Хорошо, что в кабинет никто не заходит. Разгар рабочего дня, работа налажена. Можно постоять у окна, передохнуть. Я закрываю совсем глаза, и тогда ветер, снежинки и огни начинают раскачивать плечи. Меня знобит… Может, домой? Открываю глаза: снежинки разлетаются и кажется, что прямо в лоб темнота выстреливает яркими глазницами окон. Отпроситься – и домой, в постель. Пусть даже в одежде, но в постель, чтобы плечи и щёки не дёргало жаром и холодом.
– Подвезти вас, или как? – топчет снег около служебной машины шофёр. Я отмахиваю головой отрицательный ответ, подхватываю руками отпавший от шляпы мохнатый воротник пальто и мелкими шагами бегу по заметённой тропинке. «В туфлях, что ли? – мужчина вглядывается в поредевшие сумерки. Снег облепил мои ноги почти до колен, и он сомневается: «Не-е, с ума поди не сошла», – и забирается в кабину.

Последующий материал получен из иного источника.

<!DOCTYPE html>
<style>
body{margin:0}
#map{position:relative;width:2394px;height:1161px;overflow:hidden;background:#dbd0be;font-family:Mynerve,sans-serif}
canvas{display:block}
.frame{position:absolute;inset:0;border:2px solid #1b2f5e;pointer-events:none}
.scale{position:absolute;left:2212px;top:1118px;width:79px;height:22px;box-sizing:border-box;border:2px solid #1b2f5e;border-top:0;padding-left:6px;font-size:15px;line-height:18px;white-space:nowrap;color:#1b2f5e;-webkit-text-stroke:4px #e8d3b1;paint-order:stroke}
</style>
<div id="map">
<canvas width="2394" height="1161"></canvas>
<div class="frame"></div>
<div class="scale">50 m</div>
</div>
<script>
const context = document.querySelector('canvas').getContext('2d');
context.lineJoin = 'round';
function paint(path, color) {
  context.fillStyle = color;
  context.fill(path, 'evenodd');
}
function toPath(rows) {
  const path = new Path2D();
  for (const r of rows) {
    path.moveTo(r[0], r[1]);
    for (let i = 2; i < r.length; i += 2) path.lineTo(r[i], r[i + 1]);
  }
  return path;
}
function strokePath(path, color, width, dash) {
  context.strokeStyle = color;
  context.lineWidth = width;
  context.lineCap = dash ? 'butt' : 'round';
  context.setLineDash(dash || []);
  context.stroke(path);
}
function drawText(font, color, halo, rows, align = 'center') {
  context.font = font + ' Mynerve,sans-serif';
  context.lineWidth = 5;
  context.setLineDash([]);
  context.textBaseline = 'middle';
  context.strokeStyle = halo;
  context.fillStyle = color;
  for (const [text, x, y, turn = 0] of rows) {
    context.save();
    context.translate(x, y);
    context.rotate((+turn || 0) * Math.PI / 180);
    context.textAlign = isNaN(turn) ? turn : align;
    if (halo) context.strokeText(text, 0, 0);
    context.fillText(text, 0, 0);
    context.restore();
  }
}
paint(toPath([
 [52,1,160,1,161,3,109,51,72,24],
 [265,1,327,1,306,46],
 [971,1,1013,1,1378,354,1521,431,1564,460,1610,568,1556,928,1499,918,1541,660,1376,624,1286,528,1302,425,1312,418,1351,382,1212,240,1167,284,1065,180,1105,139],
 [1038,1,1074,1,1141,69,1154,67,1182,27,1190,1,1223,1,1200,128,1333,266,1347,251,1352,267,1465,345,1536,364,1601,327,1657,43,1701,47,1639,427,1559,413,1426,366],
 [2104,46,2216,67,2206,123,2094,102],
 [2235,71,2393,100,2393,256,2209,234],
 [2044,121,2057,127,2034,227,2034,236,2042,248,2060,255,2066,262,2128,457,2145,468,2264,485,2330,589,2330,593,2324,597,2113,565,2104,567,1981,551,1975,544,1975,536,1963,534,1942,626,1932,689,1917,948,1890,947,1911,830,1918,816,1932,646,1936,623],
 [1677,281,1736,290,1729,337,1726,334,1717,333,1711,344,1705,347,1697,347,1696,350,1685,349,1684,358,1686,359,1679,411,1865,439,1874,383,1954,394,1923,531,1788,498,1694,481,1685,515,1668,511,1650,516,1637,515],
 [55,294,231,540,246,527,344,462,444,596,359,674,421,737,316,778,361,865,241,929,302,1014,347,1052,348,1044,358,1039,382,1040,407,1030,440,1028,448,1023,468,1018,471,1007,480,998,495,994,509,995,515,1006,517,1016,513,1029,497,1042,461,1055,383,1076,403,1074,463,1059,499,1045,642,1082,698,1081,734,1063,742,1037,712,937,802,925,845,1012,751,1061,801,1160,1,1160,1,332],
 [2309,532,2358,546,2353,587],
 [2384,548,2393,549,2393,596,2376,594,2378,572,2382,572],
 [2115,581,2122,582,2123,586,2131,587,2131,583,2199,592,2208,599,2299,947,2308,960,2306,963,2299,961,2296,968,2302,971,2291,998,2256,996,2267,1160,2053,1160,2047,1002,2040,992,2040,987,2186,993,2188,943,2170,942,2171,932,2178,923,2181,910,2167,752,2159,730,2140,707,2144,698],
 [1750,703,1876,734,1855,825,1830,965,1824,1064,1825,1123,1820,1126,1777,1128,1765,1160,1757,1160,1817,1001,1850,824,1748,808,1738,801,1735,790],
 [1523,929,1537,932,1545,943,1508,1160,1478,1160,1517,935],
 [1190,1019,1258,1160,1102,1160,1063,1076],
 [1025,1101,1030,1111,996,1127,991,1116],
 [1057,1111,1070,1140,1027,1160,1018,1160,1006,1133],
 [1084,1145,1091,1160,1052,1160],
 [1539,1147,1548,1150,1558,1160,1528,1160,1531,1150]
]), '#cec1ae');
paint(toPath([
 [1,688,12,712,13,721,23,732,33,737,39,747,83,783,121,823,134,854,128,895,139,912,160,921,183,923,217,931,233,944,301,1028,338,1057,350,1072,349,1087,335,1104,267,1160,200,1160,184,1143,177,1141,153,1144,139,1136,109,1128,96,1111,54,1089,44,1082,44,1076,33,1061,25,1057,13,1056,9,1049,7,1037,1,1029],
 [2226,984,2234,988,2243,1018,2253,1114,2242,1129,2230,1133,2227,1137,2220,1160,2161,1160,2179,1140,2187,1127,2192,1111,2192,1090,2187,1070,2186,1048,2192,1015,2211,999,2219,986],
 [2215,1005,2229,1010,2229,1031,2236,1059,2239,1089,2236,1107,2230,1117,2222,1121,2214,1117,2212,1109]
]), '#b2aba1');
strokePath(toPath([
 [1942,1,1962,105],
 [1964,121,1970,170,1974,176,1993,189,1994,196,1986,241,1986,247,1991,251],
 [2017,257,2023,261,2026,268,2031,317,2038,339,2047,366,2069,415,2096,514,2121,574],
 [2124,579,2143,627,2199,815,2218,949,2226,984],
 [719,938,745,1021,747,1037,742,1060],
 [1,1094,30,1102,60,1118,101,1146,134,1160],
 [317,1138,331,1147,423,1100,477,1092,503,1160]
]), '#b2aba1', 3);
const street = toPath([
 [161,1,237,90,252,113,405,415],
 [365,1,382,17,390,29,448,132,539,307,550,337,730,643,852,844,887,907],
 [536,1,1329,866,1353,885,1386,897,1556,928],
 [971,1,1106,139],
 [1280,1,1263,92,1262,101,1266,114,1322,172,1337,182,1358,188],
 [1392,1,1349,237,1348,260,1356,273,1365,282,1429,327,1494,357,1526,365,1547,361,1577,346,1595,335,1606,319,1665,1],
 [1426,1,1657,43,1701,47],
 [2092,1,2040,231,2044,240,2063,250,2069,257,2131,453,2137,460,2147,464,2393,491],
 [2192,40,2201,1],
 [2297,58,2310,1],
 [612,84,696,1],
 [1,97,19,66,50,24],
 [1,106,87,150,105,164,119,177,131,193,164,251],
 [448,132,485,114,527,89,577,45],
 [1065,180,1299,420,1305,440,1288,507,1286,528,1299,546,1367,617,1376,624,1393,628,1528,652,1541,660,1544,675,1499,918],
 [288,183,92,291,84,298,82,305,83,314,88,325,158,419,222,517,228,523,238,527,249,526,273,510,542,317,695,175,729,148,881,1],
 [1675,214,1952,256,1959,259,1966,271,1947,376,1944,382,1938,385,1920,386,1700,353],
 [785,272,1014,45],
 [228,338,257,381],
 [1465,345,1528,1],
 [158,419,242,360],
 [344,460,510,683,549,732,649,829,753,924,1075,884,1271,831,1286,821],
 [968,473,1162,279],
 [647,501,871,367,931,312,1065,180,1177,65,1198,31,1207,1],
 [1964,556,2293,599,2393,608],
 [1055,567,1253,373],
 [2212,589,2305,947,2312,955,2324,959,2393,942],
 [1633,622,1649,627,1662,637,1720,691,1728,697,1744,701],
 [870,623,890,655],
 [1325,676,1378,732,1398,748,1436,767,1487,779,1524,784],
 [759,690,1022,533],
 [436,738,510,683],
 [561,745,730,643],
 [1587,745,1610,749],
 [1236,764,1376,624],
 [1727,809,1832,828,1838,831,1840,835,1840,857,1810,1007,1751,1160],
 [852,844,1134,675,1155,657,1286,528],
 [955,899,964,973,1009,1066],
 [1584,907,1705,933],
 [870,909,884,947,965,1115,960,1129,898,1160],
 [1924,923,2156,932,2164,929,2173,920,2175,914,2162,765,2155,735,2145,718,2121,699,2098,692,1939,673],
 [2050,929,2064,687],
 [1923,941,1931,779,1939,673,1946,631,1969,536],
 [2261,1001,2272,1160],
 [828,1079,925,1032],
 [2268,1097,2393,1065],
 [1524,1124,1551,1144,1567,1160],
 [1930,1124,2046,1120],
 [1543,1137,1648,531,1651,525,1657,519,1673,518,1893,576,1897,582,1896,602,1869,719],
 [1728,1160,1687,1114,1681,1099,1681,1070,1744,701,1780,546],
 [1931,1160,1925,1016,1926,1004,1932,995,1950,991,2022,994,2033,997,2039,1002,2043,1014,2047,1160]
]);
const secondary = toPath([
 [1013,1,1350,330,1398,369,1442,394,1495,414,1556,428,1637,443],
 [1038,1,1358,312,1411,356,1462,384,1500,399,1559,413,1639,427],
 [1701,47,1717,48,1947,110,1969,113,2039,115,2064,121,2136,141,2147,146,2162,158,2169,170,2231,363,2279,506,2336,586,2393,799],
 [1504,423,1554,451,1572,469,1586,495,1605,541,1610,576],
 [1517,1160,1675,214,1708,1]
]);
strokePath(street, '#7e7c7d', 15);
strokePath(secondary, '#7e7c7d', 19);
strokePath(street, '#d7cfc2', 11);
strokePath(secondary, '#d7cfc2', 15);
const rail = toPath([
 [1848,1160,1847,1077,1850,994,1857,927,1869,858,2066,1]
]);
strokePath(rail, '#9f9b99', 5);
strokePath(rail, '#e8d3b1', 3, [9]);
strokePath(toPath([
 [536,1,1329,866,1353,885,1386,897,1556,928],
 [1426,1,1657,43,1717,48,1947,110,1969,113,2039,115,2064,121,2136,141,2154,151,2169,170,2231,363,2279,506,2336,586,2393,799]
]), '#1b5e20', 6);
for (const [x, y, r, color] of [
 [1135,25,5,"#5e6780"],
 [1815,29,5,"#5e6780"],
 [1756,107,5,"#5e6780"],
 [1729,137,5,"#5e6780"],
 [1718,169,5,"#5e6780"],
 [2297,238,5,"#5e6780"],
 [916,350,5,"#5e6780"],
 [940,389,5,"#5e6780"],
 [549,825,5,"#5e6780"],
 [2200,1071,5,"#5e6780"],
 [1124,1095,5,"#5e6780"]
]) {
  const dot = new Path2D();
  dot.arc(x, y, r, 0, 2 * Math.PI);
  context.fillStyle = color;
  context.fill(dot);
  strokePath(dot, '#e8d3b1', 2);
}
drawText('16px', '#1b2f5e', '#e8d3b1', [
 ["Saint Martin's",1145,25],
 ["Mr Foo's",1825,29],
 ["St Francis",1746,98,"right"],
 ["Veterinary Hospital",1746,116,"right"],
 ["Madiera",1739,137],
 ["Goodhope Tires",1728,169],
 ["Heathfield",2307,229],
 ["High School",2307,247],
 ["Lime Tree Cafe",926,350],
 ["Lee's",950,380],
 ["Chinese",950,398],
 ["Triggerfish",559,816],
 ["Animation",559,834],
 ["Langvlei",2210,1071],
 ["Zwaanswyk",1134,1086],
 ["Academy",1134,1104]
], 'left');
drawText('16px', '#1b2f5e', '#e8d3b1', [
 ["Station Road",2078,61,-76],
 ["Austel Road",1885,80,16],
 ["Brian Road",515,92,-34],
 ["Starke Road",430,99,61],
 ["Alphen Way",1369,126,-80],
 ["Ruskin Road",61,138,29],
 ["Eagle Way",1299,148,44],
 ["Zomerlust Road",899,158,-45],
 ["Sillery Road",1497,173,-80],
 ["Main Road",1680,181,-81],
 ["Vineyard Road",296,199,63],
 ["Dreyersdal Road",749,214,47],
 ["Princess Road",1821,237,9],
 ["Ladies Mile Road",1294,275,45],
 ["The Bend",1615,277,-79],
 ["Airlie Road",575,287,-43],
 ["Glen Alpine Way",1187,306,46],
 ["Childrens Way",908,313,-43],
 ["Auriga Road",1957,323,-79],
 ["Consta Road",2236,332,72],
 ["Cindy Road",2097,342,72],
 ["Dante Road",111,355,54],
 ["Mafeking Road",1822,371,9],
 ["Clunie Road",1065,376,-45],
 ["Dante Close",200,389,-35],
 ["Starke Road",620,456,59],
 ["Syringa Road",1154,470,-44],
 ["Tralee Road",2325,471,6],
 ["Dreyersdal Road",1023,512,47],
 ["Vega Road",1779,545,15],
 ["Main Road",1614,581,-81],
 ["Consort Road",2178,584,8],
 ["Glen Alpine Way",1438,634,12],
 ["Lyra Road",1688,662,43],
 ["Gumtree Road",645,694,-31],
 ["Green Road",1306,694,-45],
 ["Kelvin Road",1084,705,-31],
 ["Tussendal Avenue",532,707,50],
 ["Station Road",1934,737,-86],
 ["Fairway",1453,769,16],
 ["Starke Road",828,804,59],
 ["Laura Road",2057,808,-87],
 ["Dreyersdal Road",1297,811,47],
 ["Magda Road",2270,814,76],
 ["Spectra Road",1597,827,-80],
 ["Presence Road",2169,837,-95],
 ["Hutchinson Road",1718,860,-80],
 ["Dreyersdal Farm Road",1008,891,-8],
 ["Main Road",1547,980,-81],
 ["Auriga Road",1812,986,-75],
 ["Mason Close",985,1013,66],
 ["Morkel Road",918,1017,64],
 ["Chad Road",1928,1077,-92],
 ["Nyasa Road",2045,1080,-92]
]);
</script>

Я думаю, что дома меня никто не ждёт, а оказывается…
– Мама, мы тебя потеряли! Звоню, тебя нет на работе.
– Почему потеряли? Я предупредила…
– Деду плохо!
– Где он? Дай тапки, ноги мокрые.
– Шёл на кухню, упал. То ли сердце прихватило, то ли астма: синий весь был.
– Скорую, ну! – Я рвусь на кухню.
– Мам, деда уже в спальне, – она подхватывает упавшее пальто.
– Скорую, быстро! Папа? – я вбегаю на полусогнутых в комнату. На фоне окна пугающими силуэтами замаячили: чёрная, в серую клетку, рубаха; в крупную седину – чёрные волосы; белая крестовина окна… За окном – по-прежнему не утихающий снежный подступ ранней весны.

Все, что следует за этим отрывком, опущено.